Ragusa
“Raguse dans ses étroites limites se fit jadis un nom imposant, qui aujourd’hui est si tristement déchue de son ancienne splendeur. Si comme l’a dit un écrivain, ces côtes escarpées, ces scogli de la Dalmatie, habités par une population à part entre de grands États ressemblent à une Suisse maritime, Raguse m’apparaît dans cette Suisse comme une autre Genève grave, prudente, honnête, instruite, mais une Genève catholique qui garda constamment le dogme de ses pères et tint ses portes fermées contre les réformateurs avec autant de soin que contre les Turcs, ses redoutables voisins. […]. Elle ne mérita sa chute par aucune folie, elle fut la victime de deux catastrophes que sa perspicacité ne pouvait prévoir, que sa raison ne pouvait empêcher (pp. 251-252).
Pour moi, je me souviens qu’il y a trois ans, je ne pouvais sans une sincère admiration observer tout ce qu’ils avaient fait pour éclairer, pour moraliser les peuplades d’Indiens de l’Amérique du sud. Maintenant me voici dans un petit État serré d’un côte entre la mer, de l’autre, entre les provinces jadis occupées par d’ignorantes populations slaves, puis envahies par les hordes musulmanes. Et ce pays a brillé comme un phare dans les ténèbres qui l’environnaient, et sa plus grande illustration littéraire lui vient du temps où il se confiait à l’enseignement des jésuites. On publie en ce moment à Raguse une biographie des hommes illustres de la république. […]. Par suite de son double élément de population, par les rapports incessants qu’elle entretenait d’un côté avec l’Italie, de l’autre avec les districts slaves, Raguse cultiva à la fois la littérature italienne et la littérature slave, et au temps où la langue latine était la langue scientifique de l’Europe, elle eut aussi un grand nombre d’écrivains latins. Elle se vante, et à juste titre, dit-on, d’avoir conservé l’idiome italien dans toute sa pureté, et les Slaves lui doivent plus d’une œuvre importante (pp. 262-263).

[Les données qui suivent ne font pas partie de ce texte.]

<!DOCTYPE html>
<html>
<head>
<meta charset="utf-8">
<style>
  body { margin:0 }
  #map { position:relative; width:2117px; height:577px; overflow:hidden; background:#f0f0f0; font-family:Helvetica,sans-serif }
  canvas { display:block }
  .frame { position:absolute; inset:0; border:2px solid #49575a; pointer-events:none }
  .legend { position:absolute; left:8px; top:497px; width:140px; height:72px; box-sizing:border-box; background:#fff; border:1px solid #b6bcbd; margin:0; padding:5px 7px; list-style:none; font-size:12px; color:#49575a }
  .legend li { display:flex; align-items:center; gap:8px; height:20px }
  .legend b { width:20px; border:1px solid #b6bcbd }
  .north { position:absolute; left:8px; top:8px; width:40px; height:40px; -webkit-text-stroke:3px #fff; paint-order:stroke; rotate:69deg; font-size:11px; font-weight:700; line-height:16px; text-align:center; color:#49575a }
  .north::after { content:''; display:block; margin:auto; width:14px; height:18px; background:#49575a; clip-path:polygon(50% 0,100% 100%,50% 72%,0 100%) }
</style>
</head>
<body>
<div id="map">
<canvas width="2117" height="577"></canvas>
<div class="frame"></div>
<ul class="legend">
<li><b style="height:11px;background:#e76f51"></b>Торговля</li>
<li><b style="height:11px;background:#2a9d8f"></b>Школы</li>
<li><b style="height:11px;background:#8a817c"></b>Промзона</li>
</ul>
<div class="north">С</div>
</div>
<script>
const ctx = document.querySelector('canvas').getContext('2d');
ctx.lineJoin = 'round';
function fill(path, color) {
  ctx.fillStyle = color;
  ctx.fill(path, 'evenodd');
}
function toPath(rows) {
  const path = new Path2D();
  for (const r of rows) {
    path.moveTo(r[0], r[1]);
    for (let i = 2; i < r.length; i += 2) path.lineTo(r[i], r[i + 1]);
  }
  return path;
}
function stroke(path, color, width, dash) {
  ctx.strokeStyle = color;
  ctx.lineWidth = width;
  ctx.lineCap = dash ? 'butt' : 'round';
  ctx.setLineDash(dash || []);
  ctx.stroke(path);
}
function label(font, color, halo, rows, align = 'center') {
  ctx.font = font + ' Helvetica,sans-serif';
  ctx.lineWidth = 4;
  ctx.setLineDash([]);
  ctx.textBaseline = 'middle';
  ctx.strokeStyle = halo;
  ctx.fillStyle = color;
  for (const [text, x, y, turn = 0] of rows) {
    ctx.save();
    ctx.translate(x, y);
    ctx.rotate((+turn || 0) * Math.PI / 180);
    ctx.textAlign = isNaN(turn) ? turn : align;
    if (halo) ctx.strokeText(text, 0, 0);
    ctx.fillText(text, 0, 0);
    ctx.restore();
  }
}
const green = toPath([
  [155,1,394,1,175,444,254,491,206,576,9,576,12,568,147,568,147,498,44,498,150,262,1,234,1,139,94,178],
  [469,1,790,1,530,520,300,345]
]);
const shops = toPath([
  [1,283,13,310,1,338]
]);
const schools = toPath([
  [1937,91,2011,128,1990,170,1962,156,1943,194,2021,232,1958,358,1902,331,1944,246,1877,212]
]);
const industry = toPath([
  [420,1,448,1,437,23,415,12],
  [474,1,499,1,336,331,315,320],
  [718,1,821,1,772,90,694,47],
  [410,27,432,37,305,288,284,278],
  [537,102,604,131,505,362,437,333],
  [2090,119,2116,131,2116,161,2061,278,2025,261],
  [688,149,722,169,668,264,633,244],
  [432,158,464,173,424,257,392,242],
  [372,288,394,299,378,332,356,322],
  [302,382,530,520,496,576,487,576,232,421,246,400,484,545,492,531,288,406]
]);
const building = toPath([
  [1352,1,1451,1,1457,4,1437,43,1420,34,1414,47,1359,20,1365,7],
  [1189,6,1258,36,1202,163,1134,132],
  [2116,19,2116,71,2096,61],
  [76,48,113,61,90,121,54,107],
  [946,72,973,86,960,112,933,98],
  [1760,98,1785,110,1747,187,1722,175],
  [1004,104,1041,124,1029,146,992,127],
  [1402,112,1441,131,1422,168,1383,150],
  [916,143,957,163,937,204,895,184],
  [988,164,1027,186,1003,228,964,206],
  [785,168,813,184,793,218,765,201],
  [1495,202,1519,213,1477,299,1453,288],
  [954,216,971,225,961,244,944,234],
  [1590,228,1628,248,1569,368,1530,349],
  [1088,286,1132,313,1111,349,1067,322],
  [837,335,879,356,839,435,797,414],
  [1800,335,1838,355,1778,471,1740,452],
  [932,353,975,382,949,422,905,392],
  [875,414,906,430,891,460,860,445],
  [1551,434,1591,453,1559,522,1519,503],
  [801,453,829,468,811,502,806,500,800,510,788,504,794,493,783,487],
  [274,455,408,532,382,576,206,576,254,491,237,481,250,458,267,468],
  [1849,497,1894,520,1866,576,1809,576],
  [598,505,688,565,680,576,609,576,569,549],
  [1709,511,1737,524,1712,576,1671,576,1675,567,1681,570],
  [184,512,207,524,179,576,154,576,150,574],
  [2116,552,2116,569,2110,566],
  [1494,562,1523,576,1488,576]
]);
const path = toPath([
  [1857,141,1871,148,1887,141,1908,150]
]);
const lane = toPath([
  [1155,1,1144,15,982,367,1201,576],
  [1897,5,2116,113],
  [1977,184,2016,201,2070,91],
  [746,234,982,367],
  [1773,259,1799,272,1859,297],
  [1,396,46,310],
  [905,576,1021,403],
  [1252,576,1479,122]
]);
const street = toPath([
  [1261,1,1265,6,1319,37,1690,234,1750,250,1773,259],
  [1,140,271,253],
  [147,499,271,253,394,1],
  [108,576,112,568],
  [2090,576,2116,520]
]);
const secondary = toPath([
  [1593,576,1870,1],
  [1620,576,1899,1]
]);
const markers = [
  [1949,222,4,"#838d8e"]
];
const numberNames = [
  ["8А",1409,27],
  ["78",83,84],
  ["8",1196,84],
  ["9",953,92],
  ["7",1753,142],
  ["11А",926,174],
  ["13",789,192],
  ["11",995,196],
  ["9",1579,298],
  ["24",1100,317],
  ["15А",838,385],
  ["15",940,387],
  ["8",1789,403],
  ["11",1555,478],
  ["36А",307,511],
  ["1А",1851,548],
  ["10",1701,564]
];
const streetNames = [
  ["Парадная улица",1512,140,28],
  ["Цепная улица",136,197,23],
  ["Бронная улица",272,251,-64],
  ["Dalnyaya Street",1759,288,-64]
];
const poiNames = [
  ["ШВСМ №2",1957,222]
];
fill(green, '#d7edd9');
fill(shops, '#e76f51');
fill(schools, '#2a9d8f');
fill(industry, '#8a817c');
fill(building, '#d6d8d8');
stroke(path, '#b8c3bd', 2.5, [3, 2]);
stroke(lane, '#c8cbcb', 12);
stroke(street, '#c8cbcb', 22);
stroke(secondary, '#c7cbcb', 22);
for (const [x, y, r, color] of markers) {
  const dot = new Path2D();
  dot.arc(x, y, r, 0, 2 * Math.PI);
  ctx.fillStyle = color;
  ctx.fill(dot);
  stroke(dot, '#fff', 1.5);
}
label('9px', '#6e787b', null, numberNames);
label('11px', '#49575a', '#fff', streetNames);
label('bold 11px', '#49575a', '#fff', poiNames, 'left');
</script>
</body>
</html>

J’ai éprouvé une triste impression en parcourant, avec un de mes amis de la Dalmatie, les rues de cette belle ville de Raguse, car elle est belle encore dans son affaissement, cette fille de l’antique Épidaure, belle comme la Niobé des Grecs dans son expression de douleur, belle comme la Gunhild scandinave dans ses profonds regrets, belle comme toute majesté humaine noblement découronnée. Dans l’enceinte de ses montagnes, ses remparts l’enclavent encore comme pour la défendre contre l’ambition des Turcs et des Vénitiens. Au pied de sa forteresse, sa mer azurée lui sourit encore comme pour appeler ses navires que bénissait son saint patron. Près de sa large baie de Gravoça s’épanouit, sous ses rameaux d’arbres et ses guirlandes de fleurs, sa fraîche vallée d’Ombla, et dans l’intérieur de ses murs se déroule, jusqu’à l’ancien palais princier, son vaste Corso avec ses droites lignes de maisons uniformément bâties dans un style austère. Mais ces remparts de Raguse ne protégeront plus ses libertés anéanties; ces rades où la république amassait jadis trois cents navires, sont à présent silencieuses et désertes. Cette vallée d’Ombla ne voit plus venir, sous ses verts feuilleges, les riches patriciens qui se plaisaient à bâtir là de riantes demeures, le Corso n’est plus habité que par des familles appauvries, et ce palais où siégeait dans son éclat mensuel le chef de la république, est occupée aujourd’hui par un fonctionnaire autrichien. Par son énergie et sa patience, Raguse, ville libre, pouvait encore se relever du désastre de 1667; elle ne peut se relever des calamités de la guerre de 1806. Dans cette guerre, sa flotte a été anéantie, et d’autres villes se sont emparées des voies commerciales où jadis elle trouvait peu de rivales. A présent, elle est tout simplement le chef-lieu administratif d’un petit district de cinquante mille habitants, la résidence d’un général de brigade, le siége d’un évêché et d’un tribunal de première instance. Comme une douairière retirée dans son deuil, elle porte en son âme l’honneur de son passé et détourne les regards de l’avenir.
En mémoire de ses anciennes écoles et de ses anciennes illustrations littéraires, le gouvernement autrichien devrait au moins lui donner une université. S’il se décide à doter d’une de ces institutions scientifiques la Dalmatie, qui en a grand besoin, c’est à Raguse qu’elle doit être fondée (pp. 280-282)”.